La question du logement social

 

Quant à la proposition de remplacement du centre Durocher, avant d’y souscrire, il faut se remémorer un évènement récent de la scène locale : l’arnaque ratée de l’Îlot Irving par GM Développement dans le faubourg Saint-Jean. L’histoire se répète : on propose un projet de logement social à la communauté pour mieux lui faire avaler une couleuvre.

Les questions d’aménagement, qui sont de l’ordre de l’intérêt général et universel, doivent être traitées en amont des questions de mode de tenure. Le logement social ne doit pas servir de monnaie d’échange pour contrevenir à certains principes de base de l’aménagement urbain, comme le respect des règles de zonage et la sauvegarde des places publiques et des fonctions centrales et communautaires qui s’y rattachent. Personne n’est contre la vertu, personne n’est contre le logement social mais ça dépend où et comment.
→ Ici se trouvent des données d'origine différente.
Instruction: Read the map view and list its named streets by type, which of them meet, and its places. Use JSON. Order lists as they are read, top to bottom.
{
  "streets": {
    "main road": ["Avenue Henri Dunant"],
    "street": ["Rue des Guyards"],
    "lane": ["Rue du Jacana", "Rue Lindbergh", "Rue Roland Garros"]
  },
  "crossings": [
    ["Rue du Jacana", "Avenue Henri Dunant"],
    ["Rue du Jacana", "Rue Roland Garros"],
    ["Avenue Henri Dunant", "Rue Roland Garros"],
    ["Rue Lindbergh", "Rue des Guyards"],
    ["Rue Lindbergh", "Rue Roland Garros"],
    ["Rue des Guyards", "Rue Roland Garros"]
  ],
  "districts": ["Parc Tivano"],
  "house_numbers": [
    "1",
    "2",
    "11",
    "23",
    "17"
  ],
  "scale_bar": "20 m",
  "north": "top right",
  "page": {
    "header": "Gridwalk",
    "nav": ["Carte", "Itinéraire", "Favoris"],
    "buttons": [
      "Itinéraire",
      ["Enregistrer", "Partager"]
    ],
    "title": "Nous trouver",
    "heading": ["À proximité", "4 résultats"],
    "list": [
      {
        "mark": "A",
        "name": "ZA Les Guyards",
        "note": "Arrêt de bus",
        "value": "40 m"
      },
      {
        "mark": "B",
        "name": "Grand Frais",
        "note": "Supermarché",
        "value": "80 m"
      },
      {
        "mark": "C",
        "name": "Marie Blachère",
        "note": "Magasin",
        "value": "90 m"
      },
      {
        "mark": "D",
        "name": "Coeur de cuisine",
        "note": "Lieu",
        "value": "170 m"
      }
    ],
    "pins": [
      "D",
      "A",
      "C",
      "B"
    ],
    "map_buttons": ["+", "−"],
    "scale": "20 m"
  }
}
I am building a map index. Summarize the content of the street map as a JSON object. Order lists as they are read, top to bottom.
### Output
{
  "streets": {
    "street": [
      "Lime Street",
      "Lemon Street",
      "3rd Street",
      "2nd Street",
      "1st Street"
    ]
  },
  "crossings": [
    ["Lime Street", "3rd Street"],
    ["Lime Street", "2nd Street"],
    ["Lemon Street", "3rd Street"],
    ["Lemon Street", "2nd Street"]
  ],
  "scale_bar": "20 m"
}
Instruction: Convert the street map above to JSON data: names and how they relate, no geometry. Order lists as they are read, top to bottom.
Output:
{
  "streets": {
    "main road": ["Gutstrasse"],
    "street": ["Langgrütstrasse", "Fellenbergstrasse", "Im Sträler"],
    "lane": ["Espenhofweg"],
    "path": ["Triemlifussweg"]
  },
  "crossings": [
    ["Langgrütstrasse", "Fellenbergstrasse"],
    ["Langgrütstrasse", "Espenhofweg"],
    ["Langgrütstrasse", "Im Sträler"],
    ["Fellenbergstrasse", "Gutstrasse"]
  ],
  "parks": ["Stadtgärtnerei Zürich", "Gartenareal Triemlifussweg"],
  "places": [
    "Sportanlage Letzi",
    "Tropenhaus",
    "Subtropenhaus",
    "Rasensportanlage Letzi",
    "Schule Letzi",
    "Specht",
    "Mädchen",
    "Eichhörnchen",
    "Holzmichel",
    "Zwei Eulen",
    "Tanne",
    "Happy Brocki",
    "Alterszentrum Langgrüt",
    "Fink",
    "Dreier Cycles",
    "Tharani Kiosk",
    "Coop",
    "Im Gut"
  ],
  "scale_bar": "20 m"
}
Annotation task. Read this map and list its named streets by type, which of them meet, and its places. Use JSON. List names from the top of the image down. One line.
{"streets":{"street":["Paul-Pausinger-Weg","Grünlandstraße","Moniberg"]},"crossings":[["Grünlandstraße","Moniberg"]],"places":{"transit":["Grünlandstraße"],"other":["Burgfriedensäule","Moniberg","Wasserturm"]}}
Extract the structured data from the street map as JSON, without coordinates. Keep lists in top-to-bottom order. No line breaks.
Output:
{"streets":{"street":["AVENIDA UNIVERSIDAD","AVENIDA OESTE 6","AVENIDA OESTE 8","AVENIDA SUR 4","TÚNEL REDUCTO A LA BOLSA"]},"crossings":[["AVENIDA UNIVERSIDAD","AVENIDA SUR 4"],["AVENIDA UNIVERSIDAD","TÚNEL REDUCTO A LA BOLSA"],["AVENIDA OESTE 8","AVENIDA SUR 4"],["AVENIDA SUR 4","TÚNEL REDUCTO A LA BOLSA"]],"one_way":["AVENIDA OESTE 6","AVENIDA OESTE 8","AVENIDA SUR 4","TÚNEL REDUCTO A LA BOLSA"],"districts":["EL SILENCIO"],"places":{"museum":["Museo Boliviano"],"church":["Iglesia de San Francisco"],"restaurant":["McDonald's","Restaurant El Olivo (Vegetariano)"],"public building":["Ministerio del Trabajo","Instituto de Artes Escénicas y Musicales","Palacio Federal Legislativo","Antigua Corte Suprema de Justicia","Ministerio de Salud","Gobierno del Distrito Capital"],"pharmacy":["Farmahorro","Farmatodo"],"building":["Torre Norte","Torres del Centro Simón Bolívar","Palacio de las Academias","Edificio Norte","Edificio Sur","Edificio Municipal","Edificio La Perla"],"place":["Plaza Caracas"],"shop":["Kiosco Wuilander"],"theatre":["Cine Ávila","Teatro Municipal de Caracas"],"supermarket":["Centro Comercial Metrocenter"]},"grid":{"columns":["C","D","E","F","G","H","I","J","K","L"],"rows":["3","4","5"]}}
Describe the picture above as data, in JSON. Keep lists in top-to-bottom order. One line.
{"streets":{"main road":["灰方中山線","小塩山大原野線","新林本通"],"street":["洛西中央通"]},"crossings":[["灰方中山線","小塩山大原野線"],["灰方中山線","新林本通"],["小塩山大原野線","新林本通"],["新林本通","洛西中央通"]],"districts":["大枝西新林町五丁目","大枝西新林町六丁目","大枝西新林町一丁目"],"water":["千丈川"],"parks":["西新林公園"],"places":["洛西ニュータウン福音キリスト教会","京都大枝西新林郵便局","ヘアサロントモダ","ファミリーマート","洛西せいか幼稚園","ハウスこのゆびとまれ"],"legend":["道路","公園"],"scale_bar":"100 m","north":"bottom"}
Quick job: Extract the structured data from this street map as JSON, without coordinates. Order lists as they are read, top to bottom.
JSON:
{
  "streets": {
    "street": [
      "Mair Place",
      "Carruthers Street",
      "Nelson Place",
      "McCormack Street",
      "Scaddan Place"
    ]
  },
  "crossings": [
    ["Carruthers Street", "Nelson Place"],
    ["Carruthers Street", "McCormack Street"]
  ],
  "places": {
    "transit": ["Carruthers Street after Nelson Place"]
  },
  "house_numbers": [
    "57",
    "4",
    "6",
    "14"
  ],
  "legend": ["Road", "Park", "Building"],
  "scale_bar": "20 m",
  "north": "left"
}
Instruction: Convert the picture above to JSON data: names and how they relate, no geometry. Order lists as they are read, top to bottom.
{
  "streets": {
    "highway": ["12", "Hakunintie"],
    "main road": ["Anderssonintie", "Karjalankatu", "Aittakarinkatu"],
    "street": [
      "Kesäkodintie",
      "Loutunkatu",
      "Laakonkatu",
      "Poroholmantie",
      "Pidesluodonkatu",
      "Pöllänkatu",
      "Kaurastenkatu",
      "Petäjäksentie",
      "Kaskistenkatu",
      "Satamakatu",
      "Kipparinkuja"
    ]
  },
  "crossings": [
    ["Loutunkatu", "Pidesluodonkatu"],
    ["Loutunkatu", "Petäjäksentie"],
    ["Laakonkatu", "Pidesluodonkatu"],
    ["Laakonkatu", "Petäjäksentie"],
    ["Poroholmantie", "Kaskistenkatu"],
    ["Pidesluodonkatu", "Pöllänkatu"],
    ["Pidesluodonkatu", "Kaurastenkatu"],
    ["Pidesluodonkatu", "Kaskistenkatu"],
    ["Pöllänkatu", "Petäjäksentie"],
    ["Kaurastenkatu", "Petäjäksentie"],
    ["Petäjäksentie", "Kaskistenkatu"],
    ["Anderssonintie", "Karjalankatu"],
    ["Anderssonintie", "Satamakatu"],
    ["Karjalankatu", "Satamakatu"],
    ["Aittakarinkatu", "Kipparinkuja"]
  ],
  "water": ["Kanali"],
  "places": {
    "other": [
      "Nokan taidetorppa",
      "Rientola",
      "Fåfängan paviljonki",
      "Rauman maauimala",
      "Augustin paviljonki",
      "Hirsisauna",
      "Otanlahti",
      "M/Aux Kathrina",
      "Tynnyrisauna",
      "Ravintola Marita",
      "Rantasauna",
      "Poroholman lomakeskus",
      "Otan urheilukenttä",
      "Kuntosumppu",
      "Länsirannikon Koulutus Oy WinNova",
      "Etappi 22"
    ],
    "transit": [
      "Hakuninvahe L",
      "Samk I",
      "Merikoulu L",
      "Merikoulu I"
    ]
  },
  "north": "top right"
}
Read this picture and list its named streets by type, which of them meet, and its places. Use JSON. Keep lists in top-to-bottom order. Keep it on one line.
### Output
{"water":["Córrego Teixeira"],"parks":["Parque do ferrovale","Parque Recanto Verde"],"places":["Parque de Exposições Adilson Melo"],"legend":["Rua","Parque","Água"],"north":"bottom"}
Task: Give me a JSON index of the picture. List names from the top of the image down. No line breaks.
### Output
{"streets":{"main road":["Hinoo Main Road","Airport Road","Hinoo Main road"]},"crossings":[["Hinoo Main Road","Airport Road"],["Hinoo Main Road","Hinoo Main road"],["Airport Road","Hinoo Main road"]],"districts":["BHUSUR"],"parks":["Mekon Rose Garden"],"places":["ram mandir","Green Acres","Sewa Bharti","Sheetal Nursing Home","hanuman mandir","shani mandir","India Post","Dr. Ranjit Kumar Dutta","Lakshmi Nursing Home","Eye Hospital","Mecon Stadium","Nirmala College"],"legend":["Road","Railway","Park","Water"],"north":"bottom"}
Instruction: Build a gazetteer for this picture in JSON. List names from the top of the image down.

On n’aurait jamais pensé, quand il était vétuste, remplacer le Palais Montcalm par du logement social même si le terrain appartenait à la Ville. Pourquoi ? Parce que le rôle public que joue le Palais Montcalm pour l’agglomération de Québec est inséparable du dynamisme de la place d’Youville. La comparaison souffre peut-être d’un certain décalage mais, à une échelle moindre, le même raisonnement s’applique au centre Durocher. Le rôle public qu’il joue pour le quartier est inséparable du dynamisme de la grande place publique de Saint-Sauveur, la place Durocher.

 

« Que faire » comme disait Lénine ?

 

D’abord, et ça presse, des consultations publiques pré-décisionnelles comme le réclame le Comité de sauvegarde du centre Durocher. L’édifice doit être « désamianté » (il semble que cela soit faisable à un prix raisonnable), tout comme il faut consolider la structure et améliorer la sonorisation de la grande salle. Si des fonctions de loisirs, autrefois assurées par le centre Durocher, sont maintenant installées au centre Mgr Bouffard, qu’elles y restent, et trouvons autre chose pour le vrai centre Durocher : une succursale de la bibliothèque Gabrielle Roy, une garderie, un lieu pour le conseil de quartier. Aux consultations, la population de Saint- Sauveur précisera elle-même ses besoins.